## DATA SEGMENT

- Opening Delimiter -

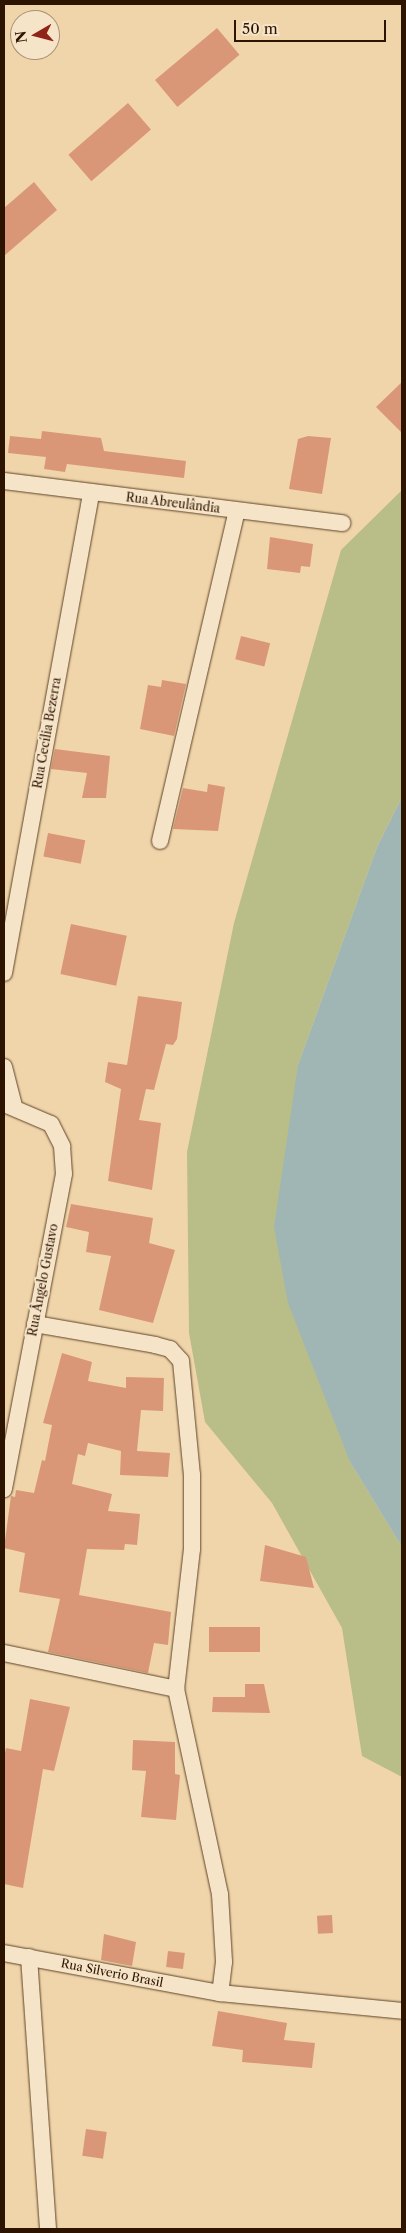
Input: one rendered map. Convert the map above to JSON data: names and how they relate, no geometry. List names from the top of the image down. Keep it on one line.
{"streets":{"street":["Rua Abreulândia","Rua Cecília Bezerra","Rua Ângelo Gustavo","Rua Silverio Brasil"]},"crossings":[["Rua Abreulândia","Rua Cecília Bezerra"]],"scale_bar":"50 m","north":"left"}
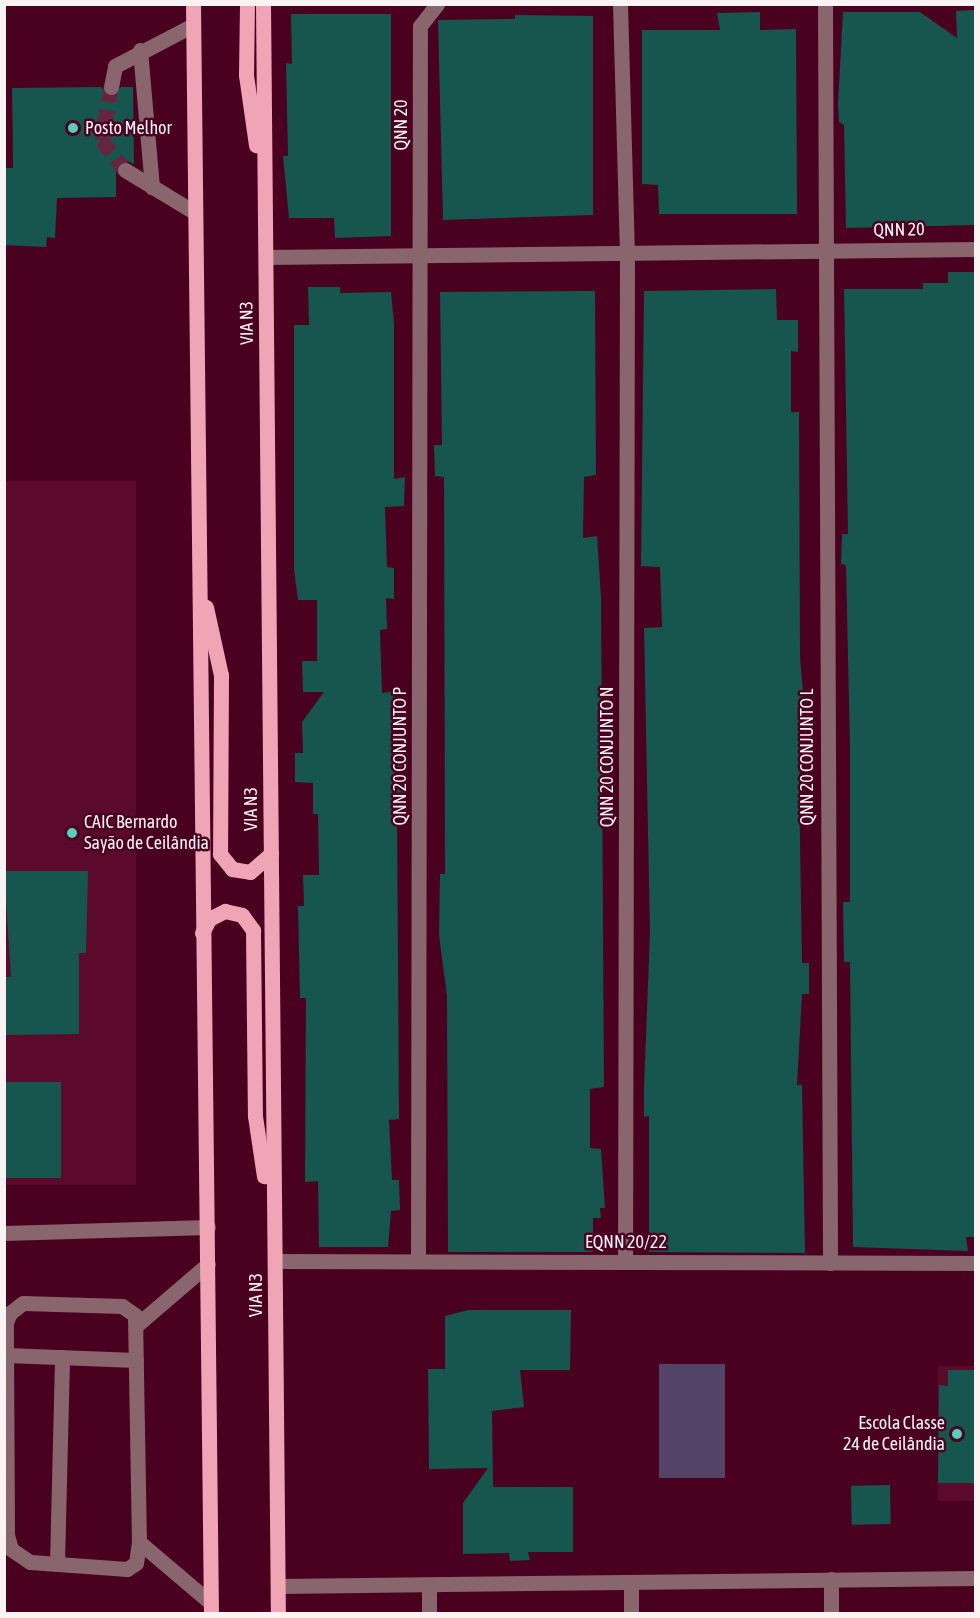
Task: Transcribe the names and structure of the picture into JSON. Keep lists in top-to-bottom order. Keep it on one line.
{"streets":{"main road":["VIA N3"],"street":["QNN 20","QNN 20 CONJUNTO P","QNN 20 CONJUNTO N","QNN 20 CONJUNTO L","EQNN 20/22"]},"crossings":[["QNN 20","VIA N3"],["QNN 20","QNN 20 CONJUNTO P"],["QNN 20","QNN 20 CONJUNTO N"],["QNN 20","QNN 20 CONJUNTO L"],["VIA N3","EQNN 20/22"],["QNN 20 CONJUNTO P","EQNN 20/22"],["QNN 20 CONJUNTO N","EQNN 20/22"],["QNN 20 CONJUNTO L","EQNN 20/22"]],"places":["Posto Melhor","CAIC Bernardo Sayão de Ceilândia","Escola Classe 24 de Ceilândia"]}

- Closing Delimiter -

## ABOUT THIS EXERCISE
Please leave the images out and retype the rest of the material exactly.

## RESULT FOR THIS TASK
Input: one rendered map. Convert the map above to JSON data: names and how they relate, no geometry. List names from the top of the image down. Keep it on one line.
{"streets":{"street":["Rua Abreulândia","Rua Cecília Bezerra","Rua Ângelo Gustavo","Rua Silverio Brasil"]},"crossings":[["Rua Abreulândia","Rua Cecília Bezerra"]],"scale_bar":"50 m","north":"left"}
Task: Transcribe the names and structure of the picture into JSON. Keep lists in top-to-bottom order. Keep it on one line.
{"streets":{"main road":["VIA N3"],"street":["QNN 20","QNN 20 CONJUNTO P","QNN 20 CONJUNTO N","QNN 20 CONJUNTO L","EQNN 20/22"]},"crossings":[["QNN 20","VIA N3"],["QNN 20","QNN 20 CONJUNTO P"],["QNN 20","QNN 20 CONJUNTO N"],["QNN 20","QNN 20 CONJUNTO L"],["VIA N3","EQNN 20/22"],["QNN 20 CONJUNTO P","EQNN 20/22"],["QNN 20 CONJUNTO N","EQNN 20/22"],["QNN 20 CONJUNTO L","EQNN 20/22"]],"places":["Posto Melhor","CAIC Bernardo Sayão de Ceilândia","Escola Classe 24 de Ceilândia"]}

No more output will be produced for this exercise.